El filo del alfabeto

‘La página de los libros’ (Ideal). JOAQUÍN PÉREZ AZAÚSTRE (9/7/22)

Clamor de igualdad

UNA INTERPRETACIÓN 2001-2021

Joaquí Pérez Azaústre. Granada, Esdrújula, 2021

La editorial Esdrújula rescata Una interpretación, la ópera prima que le valiera a Joaquín Pérez Azaústre el Premio Adonáis en 2001. Esta reedición demuestra que el «dolorido sentir» de aquellos versos es atemporal. Gracias al prólogo de Pere Gimferrer, la nota del autor y los epílogos de Raquel Lanseros y Ana Castro, el libro cobra nueva vida—«siempre caduco y vigente siempre».

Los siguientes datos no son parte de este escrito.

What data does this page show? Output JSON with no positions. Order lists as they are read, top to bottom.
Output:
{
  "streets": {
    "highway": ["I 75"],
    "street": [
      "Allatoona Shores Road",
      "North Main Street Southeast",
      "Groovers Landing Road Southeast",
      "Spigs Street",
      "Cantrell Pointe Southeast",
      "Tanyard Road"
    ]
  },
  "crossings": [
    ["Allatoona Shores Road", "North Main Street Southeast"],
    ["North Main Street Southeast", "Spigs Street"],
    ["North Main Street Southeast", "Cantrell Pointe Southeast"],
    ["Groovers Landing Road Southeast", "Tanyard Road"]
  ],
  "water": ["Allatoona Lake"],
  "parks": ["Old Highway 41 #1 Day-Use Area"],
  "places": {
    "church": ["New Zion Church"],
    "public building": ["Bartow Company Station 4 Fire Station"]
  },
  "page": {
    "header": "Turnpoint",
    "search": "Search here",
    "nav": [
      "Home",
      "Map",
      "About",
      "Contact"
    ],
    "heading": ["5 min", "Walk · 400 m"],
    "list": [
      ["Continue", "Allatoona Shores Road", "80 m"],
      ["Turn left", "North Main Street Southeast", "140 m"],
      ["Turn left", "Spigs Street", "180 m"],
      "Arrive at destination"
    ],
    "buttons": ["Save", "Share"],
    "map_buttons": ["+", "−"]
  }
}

            Hay un regusto al illud tempus del mito y del cuento de hadas—«Hubo aquí alguna vez una gran guerra»—pero lejos de una visión idílica. Una hermosa muchacha despierta tras un largo sueño en plena posguerra, sin príncipe azul y enfrentada a desiertos de polvo y silencio, a su propia sombra que «está tan sola que no es sombra», y un niño despierta con el sonido de la lluvia—imagen recurrente—que lo llama tras la puerta acechando como el hombre del saco.

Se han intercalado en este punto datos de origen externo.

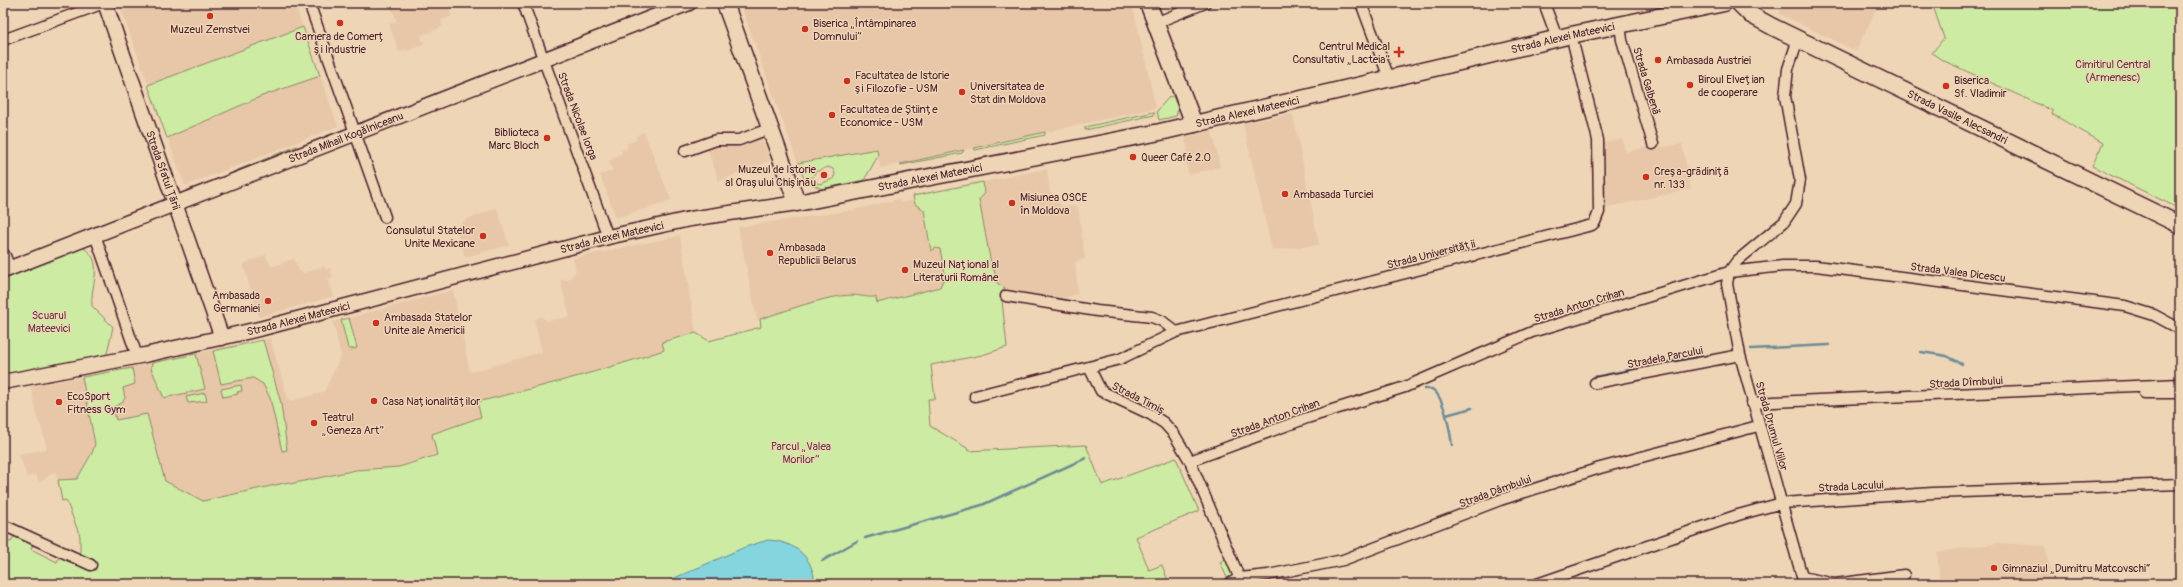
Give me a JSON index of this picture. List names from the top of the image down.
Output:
{
  "streets": {
    "main road": [
      "Strada Alexei Mateevici",
      "Strada Vasile Alecsandri",
      "Strada Mihail Kogălniceanu",
      "Strada Sfatul Țării"
    ],
    "street": [
      "Strada Galbenă",
      "Strada Nicolae Iorga",
      "Strada Universității",
      "Strada Valea Dicescu",
      "Strada Anton Crihan",
      "Stradela Parcului",
      "Strada Dîmbului",
      "Strada Timiș",
      "Strada Drumul Viilor",
      "Strada Lacului",
      "Strada Dâmbului"
    ]
  },
  "crossings": [
    ["Strada Alexei Mateevici", "Strada Galbenă"],
    ["Strada Alexei Mateevici", "Strada Nicolae Iorga"],
    ["Strada Alexei Mateevici", "Strada Sfatul Țării"],
    ["Strada Alexei Mateevici", "Strada Universității"],
    ["Strada Nicolae Iorga", "Strada Mihail Kogălniceanu"],
    ["Strada Mihail Kogălniceanu", "Strada Sfatul Țării"],
    ["Strada Universității", "Strada Timiș"],
    ["Strada Valea Dicescu", "Strada Anton Crihan"],
    ["Strada Valea Dicescu", "Strada Drumul Viilor"],
    ["Strada Anton Crihan", "Strada Timiș"],
    ["Strada Anton Crihan", "Strada Drumul Viilor"],
    ["Stradela Parcului", "Strada Drumul Viilor"],
    ["Strada Dîmbului", "Strada Drumul Viilor"],
    ["Strada Timiș", "Strada Dâmbului"],
    ["Strada Drumul Viilor", "Strada Lacului"],
    ["Strada Drumul Viilor", "Strada Dâmbului"]
  ],
  "parks": ["Cimitirul Central (Armenesc)", "Scuarul Mateevici", "Parcul „Valea Morilor”"],
  "places": {
    "other": [
      "Muzeul Zemstvei",
      "Camera de Comerț și Industrie",
      "Biserica „Întâmpinarea Domnului”",
      "Ambasada Austriei",
      "Facultatea de Istorie și Filozofie - USM",
      "Biroul Elvețian de cooperare",
      "Biserica Sf. Vladimir",
      "Universitatea de Stat din Moldova",
      "Facultatea de Științe Economice - USM",
      "Biblioteca Marc Bloch",
      "Queer Café 2.0",
      "Muzeul de Istorie al Orașului Chișinău",
      "Creșa-grădiniță nr. 133",
      "Ambasada Turciei",
      "Misiunea OSCE în Moldova",
      "Consulatul Statelor Unite Mexicane",
      "Ambasada Republicii Belarus",
      "Muzeul Național al Literaturii Române",
      "Ambasada Germaniei",
      "Ambasada Statelor Unite ale Americii",
      "Casa Naționalităților",
      "EcoSport Fitness Gym",
      "Teatrul „Geneza Art”",
      "Gimnaziul „Dumitru Matcovschi“"
    ],
    "health": ["Centrul Medical Consultativ „Lacteia”"]
  }
}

            Azaústre se acerca al pasado desde la ausencia y, al igual que Pascal Quignard en su ensayo sobre Butes, cede la silla a los disidentes y fantasmas del pasado para entender el presente y repensar el futuro. Azaústre explora la ausencia del padre, víctima de patriotismos y estériles conflictos. La voz narrativa es parte del trauma transgeneracional y su escritura se transforma en legado. Estos poemas reescriben el mito de Moldred y, aunque aquí también ha vencido a su padre, el rey victorioso, asistimos a «la hora del hombre y su gran gesto», un hombre que baila con la sombra del padre lejos de mitos e idealizados caballeros.

            En el libro se suceden imágenes recurrentes y contradictorias. Entre ellas, la más destacada es la lluvia, que permea cada verso y representa los estragos del diluvio o del silencio que cala y destruye—«el pueblo tras la lluvia ya no es pueblo». Pero también puede ser un agua reparadora, una «lluvia lenta/que escapa de las horas y entreteje/la historia». Tras una imagen devastadora del entierro de los hijos—cuyas tumbas ha borrado la lluvia—aún hay sitio para una nueva genealogía, nuevas raíces, nuevos frutos.

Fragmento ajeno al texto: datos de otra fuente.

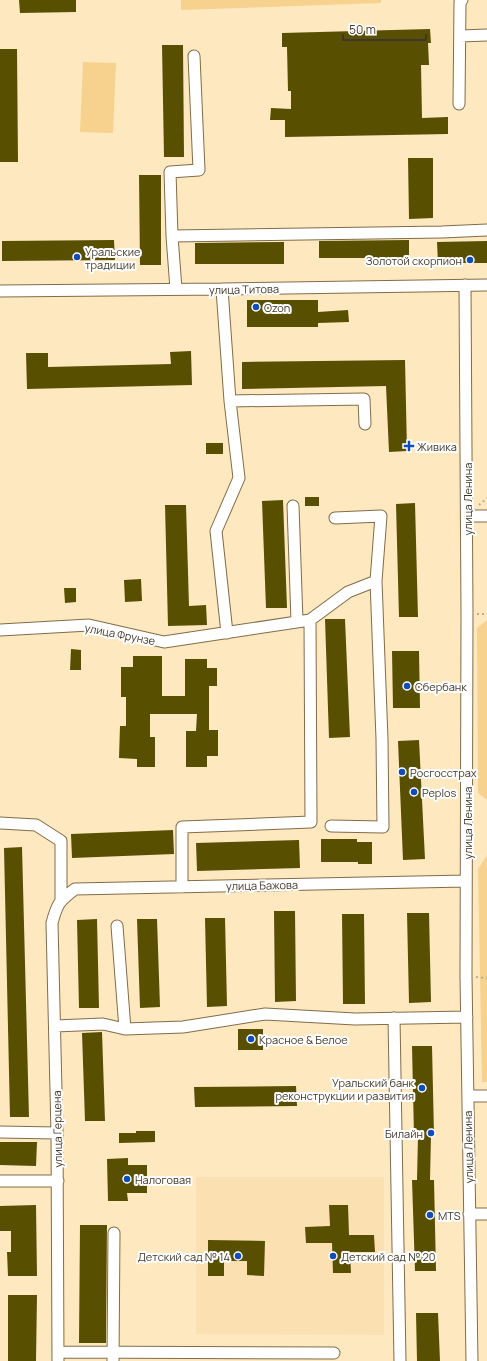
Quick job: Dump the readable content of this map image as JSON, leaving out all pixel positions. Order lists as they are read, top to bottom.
{
  "streets": {
    "street": [
      "улица Титова",
      "улица Ленина",
      "улица Фрунзе",
      "улица Бажова",
      "улица Герцена"
    ]
  },
  "crossings": [
    ["улица Титова", "улица Ленина"],
    ["улица Ленина", "улица Бажова"],
    ["улица Бажова", "улица Герцена"]
  ],
  "places": {
    "other": [
      "Уральские традиции",
      "Золотой скорпион",
      "Ozon",
      "Сбербанк",
      "Росгосстрах",
      "Peplos",
      "Красное & Белое",
      "Уральский банк реконструкции и развития",
      "Билайн",
      "Налоговая",
      "MTS",
      "Детский сад № 14",
      "Детский сад № 20"
    ],
    "health": ["Живика"]
  },
  "scale_bar": "50 m"
}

            La fiesta y la luz son otros dos tropos centrales. Estos versos buscan recuperar la gran fiesta comunitaria y, aunque la luz se ha apagado temporalmente, se insiste en los lazos transgeneracionales a través de un peregrinaje bajando la cuesta de la luz que se torna en subida. El resultado es «nuestra fiesta/de huérfanos que sueñan con el mar», «hombres que están solos» pero que unen sus luces y ascienden rompiendo la jaula para volar libres. Nace pues un nuevo sol para el viejo mundo, una casa abierta, un jardín donde dios «se hizo mujer por unos días».

            Azaústre nos regala, de nuevo, un lugar azul donde abrazar nuestro pasado. Y es un lugar que no está lejos.